DeVito v City of New York
2009 NY Slip Op 04184 [62 AD3d 934]
May 26, 2009
Appellate Division, Second Department
Published by New York State Law Reporting Bureau pursuant to Judiciary Law § 431.
As corrected through Wednesday, July 1, 2009


Joseph DeVito, Appellant,
v
City of New York et al., Respondents.

[*1] Everett J. Petersson, P.C., Brooklyn, N.Y., for appellant.

Michael A. Cardozo, Corporation Counsel, New York, N.Y. (Kristin M. Helmers and Alan G. Krams of counsel), for respondents.

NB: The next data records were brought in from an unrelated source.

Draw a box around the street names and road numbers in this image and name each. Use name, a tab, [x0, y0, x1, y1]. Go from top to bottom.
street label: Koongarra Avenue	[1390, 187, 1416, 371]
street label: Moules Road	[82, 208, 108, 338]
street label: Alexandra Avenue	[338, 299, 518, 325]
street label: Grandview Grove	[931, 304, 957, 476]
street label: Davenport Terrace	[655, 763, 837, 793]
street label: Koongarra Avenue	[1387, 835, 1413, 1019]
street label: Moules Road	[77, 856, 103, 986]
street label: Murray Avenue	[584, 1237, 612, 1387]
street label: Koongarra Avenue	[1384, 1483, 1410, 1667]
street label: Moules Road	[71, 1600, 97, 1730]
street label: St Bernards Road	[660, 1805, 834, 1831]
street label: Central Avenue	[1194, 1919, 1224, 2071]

In an action to recover damages for personal injuries, the plaintiff appeals from a judgment of the Supreme Court, Queens County (Kitzes, J.), entered July 28, 2008, which, after a jury trial, and upon granting the defendants' motion for judgment as a matter of law pursuant to CPLR 4401, made after the close of the evidence, is in favor of the defendants and against him, dismissing the complaint.

Ordered that the judgment is affirmed, with costs.

A motion for judgment as a matter of law pursuant to CPLR 4401 may be granted only when the trial court determines that, upon the evidence presented, there is no rational process by which the jury could find in favor of the nonmoving party (see Szczerbiak v Pilat, 90 NY2d 553, 556 [1997]; Bryan v Staten Is. Univ. Hosp., 54 AD3d 793 [2008]). In considering such a motion, "the trial court must afford the party opposing the motion every inference which may properly be drawn from the facts presented, and the facts must be considered in a light most favorable to the nonmovant" (Szczerbiak v Pilat, 90 NY2d at 556; see Cathey v Gartner, 15 AD3d 435, 436 [2005]). Under the circumstances presented here, the Supreme Court properly determined that there was no rational process by which the jury could find in favor of the plaintiff. Rivera, J.P., Dillon, Belen and Hall, JJ., concur.